I listened and looked through a window at the back. I had seen her drive up, and she was stunning in the same tan motor-coat that she had worn when we first saw her. But she had on a brown hat and veil and brown shoes instead of the lace cap and rosy slippers.
She asked about me, and Billy told her that I was in the garden. And I was in the garden when she came out; but I had to run.
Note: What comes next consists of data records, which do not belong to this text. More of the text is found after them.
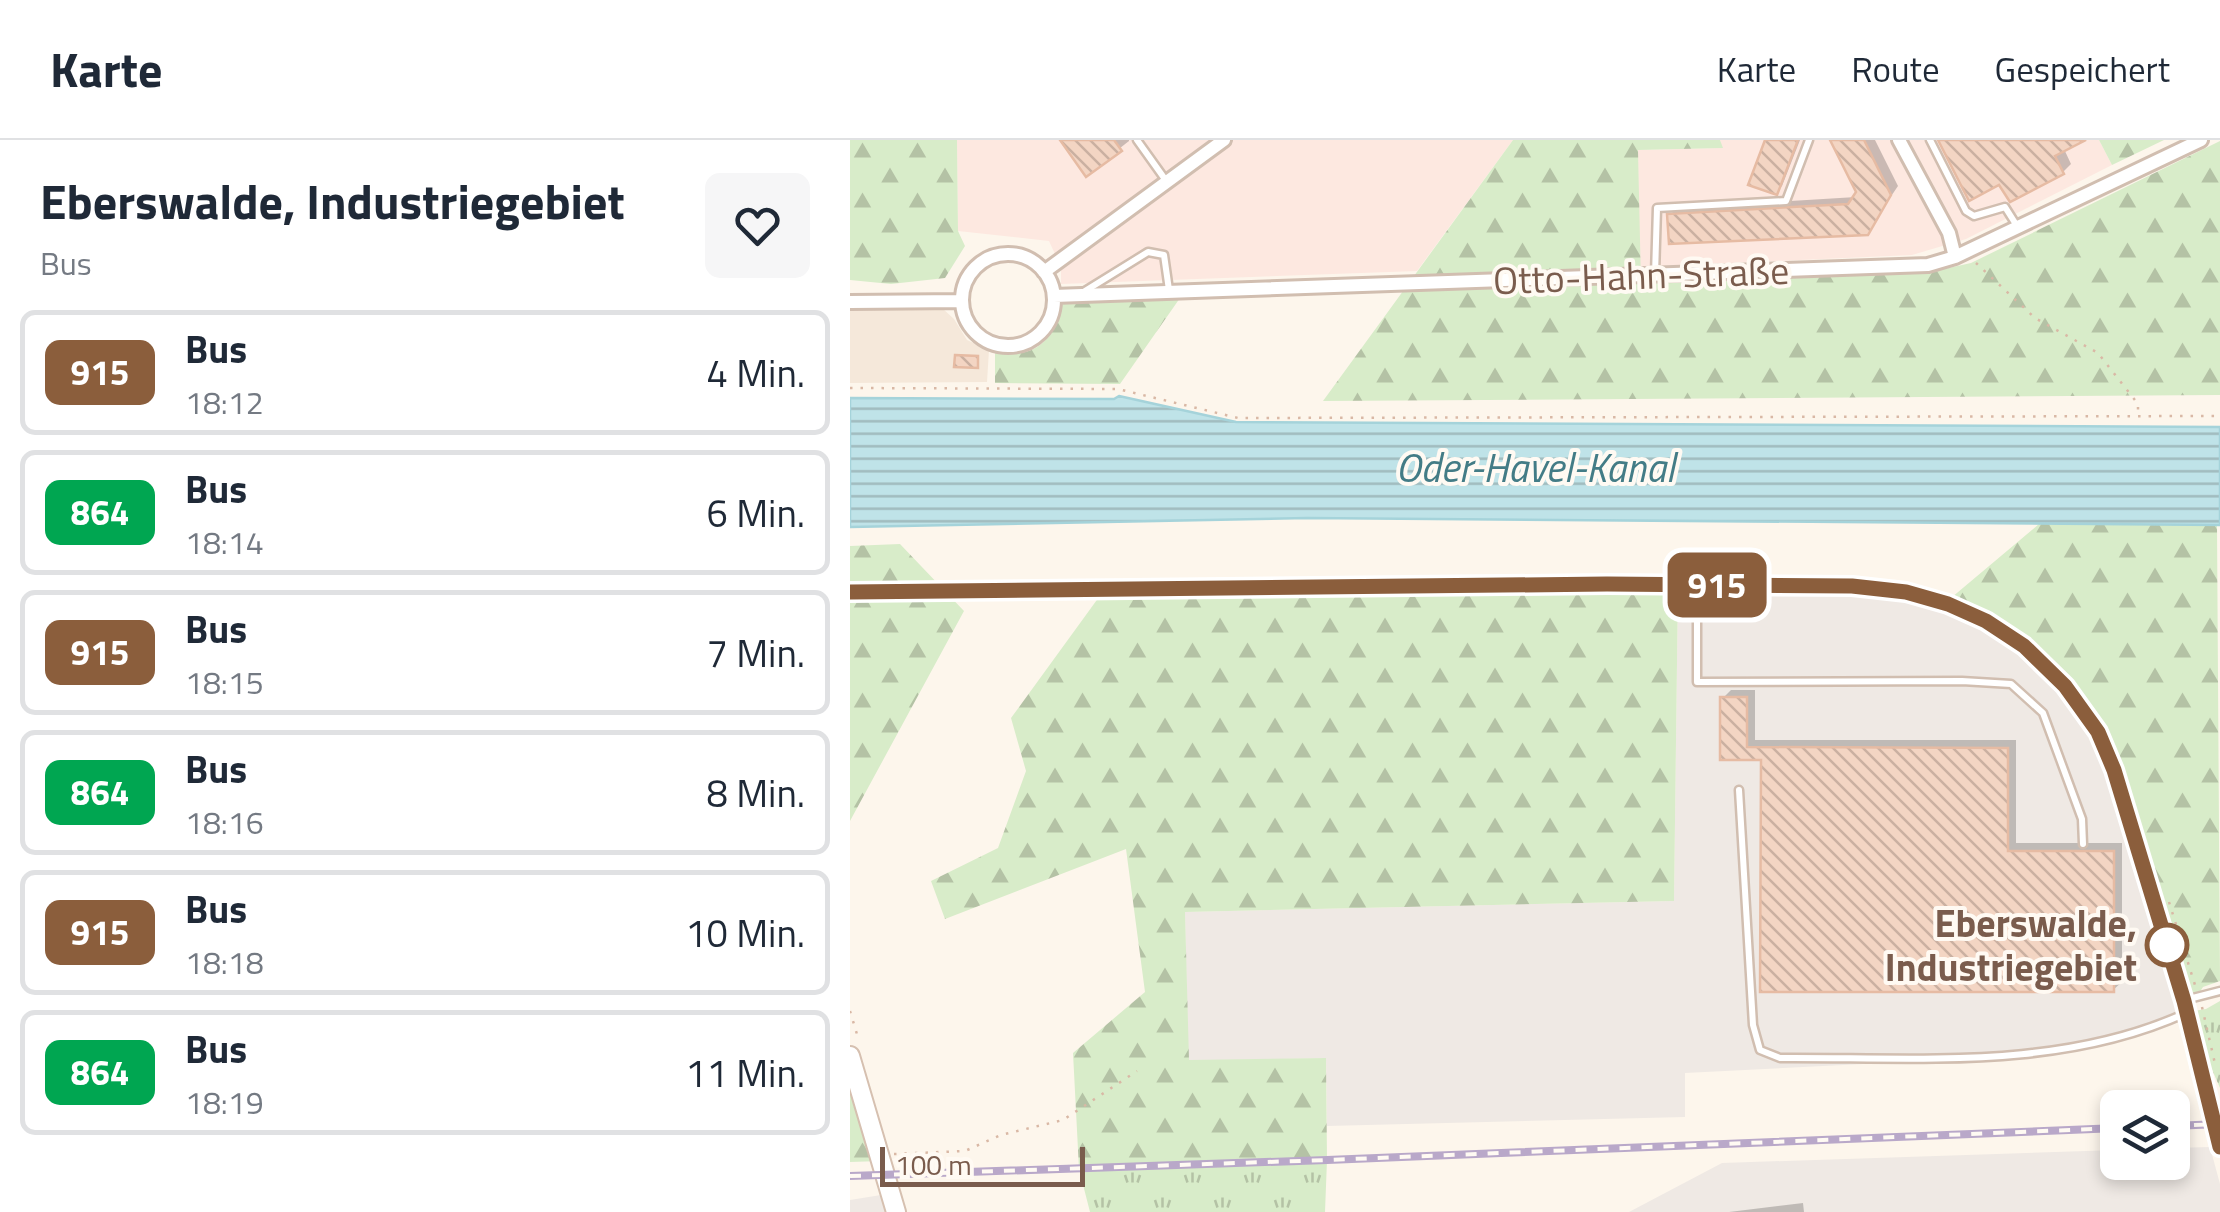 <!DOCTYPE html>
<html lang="de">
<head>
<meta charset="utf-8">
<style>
  body { margin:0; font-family:"Titillium Web",sans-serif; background:#f6f6f7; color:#1f2937; height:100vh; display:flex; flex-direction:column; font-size:38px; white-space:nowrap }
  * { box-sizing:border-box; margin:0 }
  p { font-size:32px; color:#747a83 }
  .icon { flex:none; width:55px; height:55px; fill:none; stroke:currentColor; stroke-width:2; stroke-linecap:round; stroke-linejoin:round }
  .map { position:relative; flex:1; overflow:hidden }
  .side { display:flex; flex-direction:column; background:#fff; width:850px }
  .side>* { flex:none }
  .badge { padding:0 20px; border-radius:15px; font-size:35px; line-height:65px }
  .tools { position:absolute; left:1250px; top:950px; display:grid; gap:20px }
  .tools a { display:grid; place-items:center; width:90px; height:90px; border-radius:15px; background:#fff; box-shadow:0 5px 15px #0003; font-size:50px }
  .scale { position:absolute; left:30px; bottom:25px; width:205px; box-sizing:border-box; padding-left:10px; border:5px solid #7a5c4d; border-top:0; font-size:28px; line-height:35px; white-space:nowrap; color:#7a5c4d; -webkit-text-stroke:8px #fffaf3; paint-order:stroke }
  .map>.badge { position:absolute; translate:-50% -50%; box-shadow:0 0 0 5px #fff }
  .round { display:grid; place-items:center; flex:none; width:105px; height:105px; border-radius:15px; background:#f6f6f7 }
  .headline { display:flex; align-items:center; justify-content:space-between; height:170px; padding:0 40px }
  h1 { font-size:48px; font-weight:700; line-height:75px }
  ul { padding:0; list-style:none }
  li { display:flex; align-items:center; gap:30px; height:125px; margin:0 20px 15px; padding:0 20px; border:5px solid #e0e1e3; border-radius:15px }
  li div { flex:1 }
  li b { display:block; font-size:38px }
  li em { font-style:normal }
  li .badge { min-width:110px; font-weight:700; text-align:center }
  header { display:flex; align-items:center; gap:60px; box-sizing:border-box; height:140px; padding:0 50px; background:#fff; border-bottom:2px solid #e0e1e3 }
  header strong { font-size:48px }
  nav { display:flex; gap:55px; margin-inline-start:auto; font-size:35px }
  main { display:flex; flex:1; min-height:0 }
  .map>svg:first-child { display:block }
  .residential { fill:#f5e8da }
  .commercial { fill:#fde8e0 }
  .industrial { fill:#efe9e4 }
  .grass { fill:url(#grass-tufts) }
  .forest { fill:url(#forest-firs) }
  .water { fill:url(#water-rules); stroke:#a5d3da; stroke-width:2.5 }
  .shadow { fill:#0003 }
  .building { fill:url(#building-back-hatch); stroke:#e6bba3; stroke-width:2.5 }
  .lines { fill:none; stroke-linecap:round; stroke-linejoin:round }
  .service-casing { stroke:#d1beb0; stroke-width:11 }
  .minor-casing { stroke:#d1beb0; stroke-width:18 }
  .secondary-casing { stroke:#d6c0b0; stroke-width:22 }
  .path { stroke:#d9b8a5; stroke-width:2.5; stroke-dasharray:2.5 8; stroke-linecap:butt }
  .service { stroke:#fff; stroke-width:6 }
  .minor { stroke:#fff; stroke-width:12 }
  .secondary { stroke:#fff; stroke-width:18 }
  .rail-casing { stroke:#b9a8c9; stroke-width:8 }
  .rail { stroke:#fffaf3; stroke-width:4; stroke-dasharray:11; stroke-linecap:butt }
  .line-casing { stroke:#fff; stroke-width:22 }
  .line { stroke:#8b5e3c; stroke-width:15 }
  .stop-dot { fill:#fff; stroke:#8b5e3c; stroke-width:5 }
  .labels { text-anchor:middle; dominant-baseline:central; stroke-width:8; stroke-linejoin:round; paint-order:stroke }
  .street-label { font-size:38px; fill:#7a5c4d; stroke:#fffaf3 }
  .stop-label { font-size:38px; font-weight:bold; fill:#7a5c4d; stroke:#fffaf3; text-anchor:end }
  .water-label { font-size:40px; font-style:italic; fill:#437c86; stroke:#fffaf3 }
</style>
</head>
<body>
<header>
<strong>Karte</strong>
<nav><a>Karte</a><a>Route</a><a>Gespeichert</a></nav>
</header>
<main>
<section class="side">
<div class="headline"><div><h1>Eberswalde, Industriegebiet</h1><p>Bus</p></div><a class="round"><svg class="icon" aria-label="heart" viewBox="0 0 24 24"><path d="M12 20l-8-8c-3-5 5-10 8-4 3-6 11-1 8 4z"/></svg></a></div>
<ul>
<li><span class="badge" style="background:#8b5e3c;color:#fff">915</span><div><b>Bus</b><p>18:12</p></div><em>4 Min.</em></li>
<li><span class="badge" style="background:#00a651;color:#fff">864</span><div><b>Bus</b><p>18:14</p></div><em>6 Min.</em></li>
<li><span class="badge" style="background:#8b5e3c;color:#fff">915</span><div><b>Bus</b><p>18:15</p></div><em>7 Min.</em></li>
<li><span class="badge" style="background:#00a651;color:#fff">864</span><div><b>Bus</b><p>18:16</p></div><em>8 Min.</em></li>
<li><span class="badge" style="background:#8b5e3c;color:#fff">915</span><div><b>Bus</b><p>18:18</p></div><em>10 Min.</em></li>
<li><span class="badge" style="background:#00a651;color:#fff">864</span><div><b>Bus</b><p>18:19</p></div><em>11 Min.</em></li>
</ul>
</section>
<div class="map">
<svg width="1370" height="1072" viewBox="0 0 1370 1072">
  <defs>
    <pattern id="grass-tufts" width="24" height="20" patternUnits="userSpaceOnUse" patternTransform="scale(2.5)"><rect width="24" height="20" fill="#d8ecc9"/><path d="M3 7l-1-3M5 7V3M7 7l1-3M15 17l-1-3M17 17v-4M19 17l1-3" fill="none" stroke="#b4c2a5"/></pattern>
    <pattern id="forest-firs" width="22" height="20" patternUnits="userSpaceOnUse" patternTransform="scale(2.5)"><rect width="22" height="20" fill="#d8ecc9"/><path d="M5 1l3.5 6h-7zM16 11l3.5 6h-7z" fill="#b4c2a5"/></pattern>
    <pattern id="water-rules" width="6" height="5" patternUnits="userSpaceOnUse" patternTransform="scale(2.5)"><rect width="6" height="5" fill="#bfe3e8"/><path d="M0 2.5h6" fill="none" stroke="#a0bbbe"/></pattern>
    <pattern id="building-back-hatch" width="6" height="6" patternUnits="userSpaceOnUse" patternTransform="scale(2.5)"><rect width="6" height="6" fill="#f3d5c3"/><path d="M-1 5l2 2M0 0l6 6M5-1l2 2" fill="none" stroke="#cab0a1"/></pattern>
  </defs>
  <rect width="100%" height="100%" fill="#fdf6ec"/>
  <path class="residential" d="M 0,167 L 93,169 L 104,179 L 117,200 L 139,210 L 137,242 L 0,243 Z"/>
  <path class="commercial" d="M 107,0 L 663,0 L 567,131 L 211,144 L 211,127 L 199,101 L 108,91 Z
    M 870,0 L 1249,0 L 1262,25 L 1116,99 L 1062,115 L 789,127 L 788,10 L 872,8 Z"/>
  <path class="industrial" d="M 828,445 L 1002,446 L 1095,463 L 1194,524 L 1265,630 L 1337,872 L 1236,906 L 1174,916 L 835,933 L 835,977 L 477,986 L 476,918 L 338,921 L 335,772 L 824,761 Z
    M 1360,1007 L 1370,1044 L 1370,1072 L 779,1072 L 872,1023 L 1267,1010 L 1268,1022 L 1322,1022 L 1323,1008 Z
    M 31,1055 L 35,1072 L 0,1072 L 0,1060 Z"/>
  <path class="grass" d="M 1370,861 L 1370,948 L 1337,872 L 1356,869 Z
    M 477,1020 L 475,1072 L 240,1072 L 229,1029 Z"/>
  <path class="forest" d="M 0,0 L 107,0 L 108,91 L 115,106 L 95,138 L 41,144 L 0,140 Z
    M 663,0 L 870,0 L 873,8 L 788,10 L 791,144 L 1094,129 L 1121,123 L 1370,1 L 1370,255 L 473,261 Z
    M 1249,0 L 1314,0 L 1262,25 Z
    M 330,158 L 270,244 L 145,243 L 145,209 C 184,223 206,198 212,162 Z
    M 1189,384 L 1367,385 L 1370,841 L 1353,847 L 1337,872 L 1265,630 L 1241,585 L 1194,524 L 1095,463 Z
    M 50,404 L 114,471 L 0,681 L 0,406 Z
    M 757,444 L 828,445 L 824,761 L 335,772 L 339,920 L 476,918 L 477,1020 L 229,1029 L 223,913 L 295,852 L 276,709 L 95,779 L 81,741 L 148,708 L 176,631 L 161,578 L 249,457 Z
    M 0,916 L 31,1021 L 0,1022 Z"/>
  <path class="water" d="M 269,256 L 386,282 L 1370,287 L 1370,385 L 457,378 L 0,387 L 0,258 L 264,259 Z"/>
  <path class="shadow" d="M 213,0 L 279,0 L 279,1 L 237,34 Z
    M 918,0 L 950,0 L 932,46 L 926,52 Z
    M 983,0 L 1025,0 L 1048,46 L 1017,92 L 820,75 L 827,68 L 1006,57 L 1009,53 Z
    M 1090,0 L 1230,0 L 1214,9 L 1221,24 L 1213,32 L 1150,42 Z
    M 881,550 L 905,550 L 905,600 L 1166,600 L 1166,703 L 1272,703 L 1272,842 L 1263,850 L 913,617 L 873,617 L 873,558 Z
    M 953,1063 L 954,1072 L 879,1072 Z"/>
  <path class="building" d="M 210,0 L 264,0 L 272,11 L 236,37 Z
    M 915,0 L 948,0 L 927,55 L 898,45 Z
    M 980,0 L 1014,0 L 1041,55 L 1018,95 L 819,104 L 817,74 L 998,64 L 1006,52 Z
    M 1088,0 L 1236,0 L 1205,16 L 1214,34 L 1160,62 L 1149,45 L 1119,61 Z
    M 105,215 L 128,216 L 128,228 L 104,227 Z
    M 870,557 L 897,557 L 897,607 L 1158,608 L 1158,711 L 1264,711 L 1264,852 L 910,852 L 911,620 L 870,620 Z"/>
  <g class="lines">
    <g class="service-casing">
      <path id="service" d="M 287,0 L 317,42
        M 1080,0 L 1116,71 L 1124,76 L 1155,67 L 1167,86
        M 805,135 L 807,68 L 936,61 L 959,0
        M 235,151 L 298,112 L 314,115 L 319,150
        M 847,446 L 847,542 L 1112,541 L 1161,544 L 1193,573 L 1232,679 L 1233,704
        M 889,650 L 903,885 L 910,910 L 930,918 C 1066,917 1209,931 1336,873
        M 1335,860 L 1370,851"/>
    </g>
    <g class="minor-casing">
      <path id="minor" d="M 1049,0 L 1099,93 L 1105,117
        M112 160a46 46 0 1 1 92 0a46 46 0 1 1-92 0Z
        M 194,132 L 374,0
        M 204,156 L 1078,125 L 1105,117 L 1351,0
        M 0,162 L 112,161
        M 0,451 C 264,450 528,443 792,445 C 842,445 893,445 943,446 C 994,447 1044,445 1092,462 C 1173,490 1232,552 1265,630 L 1337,872 L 1370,1006"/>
    </g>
    <g class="secondary-casing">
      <path id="secondary" d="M 0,916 L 46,1072"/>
    </g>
    <path class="path" d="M 1126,123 L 1185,178 L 1248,213 L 1288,264 L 1288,274
      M 0,248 L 268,249 L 388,278 L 1370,276
      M 1319,762 L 1345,845
      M 1352,867 L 1366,928
      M 0,871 L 9,901
      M 44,1014 L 115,1011 L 151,995 L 213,980 L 287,931"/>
    <use href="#service" class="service"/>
    <use href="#minor" class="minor"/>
    <use href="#secondary" class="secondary"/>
    <g class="rail-casing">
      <path id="rail" d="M 1322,986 L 1370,984
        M 0,1036 L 477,1020 L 1268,988"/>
    </g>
    <use href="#rail" class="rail"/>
  </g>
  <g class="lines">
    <g class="line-casing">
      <path id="line" d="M 0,452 L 757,444 L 1002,446 L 1056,452 L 1098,464 L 1136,481 L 1174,506 L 1215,546 L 1248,592 L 1264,630 L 1334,861 L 1370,1007"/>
    </g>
    <use href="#line" class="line"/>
  </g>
  <circle class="stop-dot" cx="1317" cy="805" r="20"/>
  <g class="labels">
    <g class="street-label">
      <text transform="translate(791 135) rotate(-2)">Otto-Hahn-Straße</text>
    </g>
    <g class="stop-label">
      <text x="1287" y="783">Eberswalde,<tspan x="1287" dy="44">Industriegebiet</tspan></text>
    </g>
    <g class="water-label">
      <text x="685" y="327">Oder-Havel-Kanal</text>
    </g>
  </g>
</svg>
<div class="tools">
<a><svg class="icon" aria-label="layers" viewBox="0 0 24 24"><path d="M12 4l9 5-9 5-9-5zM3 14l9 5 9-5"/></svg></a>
</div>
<div class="scale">100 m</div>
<b class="badge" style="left:867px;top:445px;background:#8b5e3c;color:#fff">915</b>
</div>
</main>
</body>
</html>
She sat down in a chair on the other side of my little sewing-table and talked to me. It is such a scrap of a garden that there is only room for a tiny table and two chairs, but a screen of old cedars hides it from the road, and there’s a twisted apple-tree, and the fields beyond and a glimpse of the mountains.
“How is the island?” Billy asked her.
She twinkled. “I have a man Friday.”
“William Watters?”
She nodded. “The Watters negroes have been our servants for generations. And William thinks that he belongs to me. He cooks for me and forages. He shot two squirrels one morning and made me a Brunswick stew. But I couldn’t stand that. You see the squirrels are my friends.”
I thought of the flying squirrels and the blue-tailed lizards and the old toad, and I knew how she felt. And I said so. She looked at me sharply, and then she laid her hand over mine: “Are you lonely, my dear?”